Lascerà un grande vuoto ma anche una grande lezione di cultura Paolo Moreno, morto oggi all’età di 86 anni. Udinese, dopo essersi diplomato al liceo classico “Stellini”, si laureò a Bari in archeologia cristiana, completando in seguito la sua formazione ad Atene e quindi a Roma, allievo degli storici dell’arte antica di chiarissima fama Ranuccio Bianchi Bandinelli e Giovanni Becatti: dai suoi maestri il nostro illustre concittadino ricevette una solida impostazione classicista di ispirazione idealistica crociana che egli seppe però anche superare, coniugando la ricerca storico-artistica con il contributo delle discipline scientifiche per una corretta analisi dei reperti archeologici, oltre ad aprirsi a una dimensione divulgativa e aggiornata.
Non si contano le pubblicazioni di Paolo Moreno, apparse su riviste specialistiche italiane e straniere, oltre ai suoi studi pubblicati su imprese editoriali internazionali come il Lexicon Iconographicum Mythologiae Classicae e sull’Enciclopedia dell’arte antica classica e orientale Treccani.

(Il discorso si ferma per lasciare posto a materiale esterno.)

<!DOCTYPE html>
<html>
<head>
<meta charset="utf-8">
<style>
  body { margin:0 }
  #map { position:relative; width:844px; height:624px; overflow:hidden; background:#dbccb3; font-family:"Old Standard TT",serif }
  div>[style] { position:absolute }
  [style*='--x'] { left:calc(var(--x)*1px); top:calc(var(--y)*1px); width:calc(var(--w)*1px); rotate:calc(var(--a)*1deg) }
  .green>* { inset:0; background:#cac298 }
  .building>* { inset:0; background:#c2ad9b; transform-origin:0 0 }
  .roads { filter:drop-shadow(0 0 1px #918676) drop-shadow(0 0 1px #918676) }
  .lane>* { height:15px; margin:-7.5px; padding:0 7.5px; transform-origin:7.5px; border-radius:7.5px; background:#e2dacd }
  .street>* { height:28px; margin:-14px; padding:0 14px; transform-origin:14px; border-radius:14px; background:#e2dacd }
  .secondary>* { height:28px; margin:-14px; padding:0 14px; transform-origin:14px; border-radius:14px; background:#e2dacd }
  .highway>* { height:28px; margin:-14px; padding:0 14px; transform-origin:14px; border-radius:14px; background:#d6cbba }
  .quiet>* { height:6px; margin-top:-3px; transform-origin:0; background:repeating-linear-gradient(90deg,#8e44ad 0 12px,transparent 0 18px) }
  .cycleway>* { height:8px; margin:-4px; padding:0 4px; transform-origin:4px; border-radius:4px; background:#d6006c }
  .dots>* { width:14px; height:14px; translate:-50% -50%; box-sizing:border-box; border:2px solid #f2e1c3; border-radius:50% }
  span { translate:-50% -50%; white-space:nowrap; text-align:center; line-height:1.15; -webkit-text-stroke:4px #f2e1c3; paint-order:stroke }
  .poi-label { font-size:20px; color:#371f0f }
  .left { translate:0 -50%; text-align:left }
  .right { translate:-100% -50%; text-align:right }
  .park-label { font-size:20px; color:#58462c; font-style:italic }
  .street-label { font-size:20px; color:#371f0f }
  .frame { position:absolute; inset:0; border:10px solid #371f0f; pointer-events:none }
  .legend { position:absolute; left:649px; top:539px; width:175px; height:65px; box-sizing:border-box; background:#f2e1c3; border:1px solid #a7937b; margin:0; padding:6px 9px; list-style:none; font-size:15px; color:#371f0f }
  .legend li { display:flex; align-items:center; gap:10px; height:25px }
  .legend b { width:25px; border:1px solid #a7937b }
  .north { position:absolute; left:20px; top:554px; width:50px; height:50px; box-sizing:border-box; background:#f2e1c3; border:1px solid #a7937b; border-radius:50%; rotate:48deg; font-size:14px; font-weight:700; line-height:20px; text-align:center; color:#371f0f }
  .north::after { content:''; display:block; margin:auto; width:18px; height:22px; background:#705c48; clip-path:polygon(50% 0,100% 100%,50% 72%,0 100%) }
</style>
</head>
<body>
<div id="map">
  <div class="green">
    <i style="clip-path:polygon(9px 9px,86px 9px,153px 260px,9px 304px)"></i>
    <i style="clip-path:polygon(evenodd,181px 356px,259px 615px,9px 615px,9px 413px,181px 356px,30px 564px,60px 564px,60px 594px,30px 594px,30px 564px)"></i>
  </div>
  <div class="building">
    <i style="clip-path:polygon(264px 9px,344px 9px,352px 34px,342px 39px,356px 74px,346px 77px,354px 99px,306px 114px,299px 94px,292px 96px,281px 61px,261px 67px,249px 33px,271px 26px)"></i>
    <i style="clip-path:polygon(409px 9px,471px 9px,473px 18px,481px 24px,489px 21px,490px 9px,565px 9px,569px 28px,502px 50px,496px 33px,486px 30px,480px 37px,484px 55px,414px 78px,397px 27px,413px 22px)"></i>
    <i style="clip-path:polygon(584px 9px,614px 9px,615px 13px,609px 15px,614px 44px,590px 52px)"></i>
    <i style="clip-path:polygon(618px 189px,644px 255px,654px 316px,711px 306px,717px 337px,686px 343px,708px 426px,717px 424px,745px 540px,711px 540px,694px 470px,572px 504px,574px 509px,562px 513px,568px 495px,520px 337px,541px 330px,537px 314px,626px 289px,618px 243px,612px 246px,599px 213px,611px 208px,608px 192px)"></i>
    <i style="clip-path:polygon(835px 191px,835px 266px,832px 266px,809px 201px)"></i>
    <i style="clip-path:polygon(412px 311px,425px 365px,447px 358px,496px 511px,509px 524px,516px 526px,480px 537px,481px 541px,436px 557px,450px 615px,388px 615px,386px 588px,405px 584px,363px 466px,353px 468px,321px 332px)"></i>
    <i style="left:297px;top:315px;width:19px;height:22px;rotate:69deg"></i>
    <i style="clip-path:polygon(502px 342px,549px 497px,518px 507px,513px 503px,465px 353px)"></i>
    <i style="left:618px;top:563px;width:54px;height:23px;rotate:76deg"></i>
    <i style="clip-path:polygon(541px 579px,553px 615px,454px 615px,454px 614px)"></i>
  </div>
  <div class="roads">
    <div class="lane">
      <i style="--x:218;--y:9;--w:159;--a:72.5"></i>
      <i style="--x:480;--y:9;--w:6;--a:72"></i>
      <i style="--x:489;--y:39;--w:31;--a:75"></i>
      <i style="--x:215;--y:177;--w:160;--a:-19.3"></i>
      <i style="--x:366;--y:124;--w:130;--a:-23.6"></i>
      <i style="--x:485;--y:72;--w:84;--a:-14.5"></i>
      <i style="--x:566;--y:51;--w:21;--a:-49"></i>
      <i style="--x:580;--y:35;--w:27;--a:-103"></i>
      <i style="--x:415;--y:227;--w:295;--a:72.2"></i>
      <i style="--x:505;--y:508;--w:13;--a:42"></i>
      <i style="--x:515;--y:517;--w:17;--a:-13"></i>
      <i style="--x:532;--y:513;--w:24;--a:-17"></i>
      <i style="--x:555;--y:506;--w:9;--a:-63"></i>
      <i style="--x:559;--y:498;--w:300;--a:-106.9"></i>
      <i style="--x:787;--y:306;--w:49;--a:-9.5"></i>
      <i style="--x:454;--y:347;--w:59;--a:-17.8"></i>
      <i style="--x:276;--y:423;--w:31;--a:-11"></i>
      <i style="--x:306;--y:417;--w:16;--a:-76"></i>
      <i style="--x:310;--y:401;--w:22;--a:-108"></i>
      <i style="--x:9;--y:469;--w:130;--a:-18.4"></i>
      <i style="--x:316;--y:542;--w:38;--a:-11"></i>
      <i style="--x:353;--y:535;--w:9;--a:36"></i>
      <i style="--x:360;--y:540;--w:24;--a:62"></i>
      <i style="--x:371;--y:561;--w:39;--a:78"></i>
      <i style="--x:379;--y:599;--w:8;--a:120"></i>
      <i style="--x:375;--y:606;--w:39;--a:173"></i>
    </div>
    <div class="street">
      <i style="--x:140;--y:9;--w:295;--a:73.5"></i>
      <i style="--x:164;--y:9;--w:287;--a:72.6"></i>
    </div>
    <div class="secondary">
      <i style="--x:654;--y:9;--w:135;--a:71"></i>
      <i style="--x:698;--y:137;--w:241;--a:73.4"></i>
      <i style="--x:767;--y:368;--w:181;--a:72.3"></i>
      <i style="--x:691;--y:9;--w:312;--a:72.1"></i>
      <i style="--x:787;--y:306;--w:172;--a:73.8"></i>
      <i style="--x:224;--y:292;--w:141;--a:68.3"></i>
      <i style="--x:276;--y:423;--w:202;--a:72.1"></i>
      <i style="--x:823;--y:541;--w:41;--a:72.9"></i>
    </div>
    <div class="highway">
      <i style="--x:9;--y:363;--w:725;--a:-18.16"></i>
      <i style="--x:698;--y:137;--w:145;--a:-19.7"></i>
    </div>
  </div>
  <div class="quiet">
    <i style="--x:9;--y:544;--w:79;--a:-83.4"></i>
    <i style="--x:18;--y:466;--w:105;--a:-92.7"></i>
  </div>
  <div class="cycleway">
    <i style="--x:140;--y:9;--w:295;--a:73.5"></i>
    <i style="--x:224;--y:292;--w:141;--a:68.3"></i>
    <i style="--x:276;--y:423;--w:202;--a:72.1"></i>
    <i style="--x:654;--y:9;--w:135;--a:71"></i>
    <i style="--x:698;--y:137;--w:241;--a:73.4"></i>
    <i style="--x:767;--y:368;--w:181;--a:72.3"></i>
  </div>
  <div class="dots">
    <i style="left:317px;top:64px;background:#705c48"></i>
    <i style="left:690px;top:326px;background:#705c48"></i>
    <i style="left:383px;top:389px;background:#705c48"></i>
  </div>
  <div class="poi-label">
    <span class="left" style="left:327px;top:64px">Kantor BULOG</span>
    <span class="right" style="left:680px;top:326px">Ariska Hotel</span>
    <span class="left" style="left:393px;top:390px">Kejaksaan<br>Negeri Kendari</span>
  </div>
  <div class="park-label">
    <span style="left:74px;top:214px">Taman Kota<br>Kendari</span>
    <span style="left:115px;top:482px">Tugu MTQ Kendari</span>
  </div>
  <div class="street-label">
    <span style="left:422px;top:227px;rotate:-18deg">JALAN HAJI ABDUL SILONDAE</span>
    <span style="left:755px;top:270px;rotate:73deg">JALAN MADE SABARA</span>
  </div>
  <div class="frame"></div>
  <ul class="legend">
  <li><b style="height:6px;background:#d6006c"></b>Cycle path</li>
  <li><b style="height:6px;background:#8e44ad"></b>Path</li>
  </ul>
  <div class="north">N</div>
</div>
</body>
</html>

La fama del professor Moreno è tuttavia legata soprattutto all’interpretazione e all’identificazione delle più eclatanti scoperte archeologiche del XX secolo o di altre opere dell’arte greca già note: a lui si deve il riconoscimento dei celeberrimi Bronzi di Riace nella figura degli eroi mitologici Tideo e Anfiarao, due dei Sette che marciarono contro Tebe, al centro di una vicenda che ispirò la tragedia eschilea “I Sette contro Tebe” (questo studio è stato pubblicato per la casa editrice Gallimard nel 1998: “I Bronzi di Riace. Il Maestro di Olimpia e i Sette a Tebe”). Altro autorevole intervento critico di Paolo Moreno fu quello sul mosaico pompeiano (tratto dalla Villa del Fauno e oggi conservato al Museo Archeologico Nazionale di Napoli) della “Battaglia di Alessandro”: gli studi dell’archeologo e storico dell’arte udinese permisero di riconoscervi la “firma” dell’artista greco Apelle e di comprendere che la scena descritta non è, come si pensava, quella della battaglia di Isso bensì quella di Gaugamela.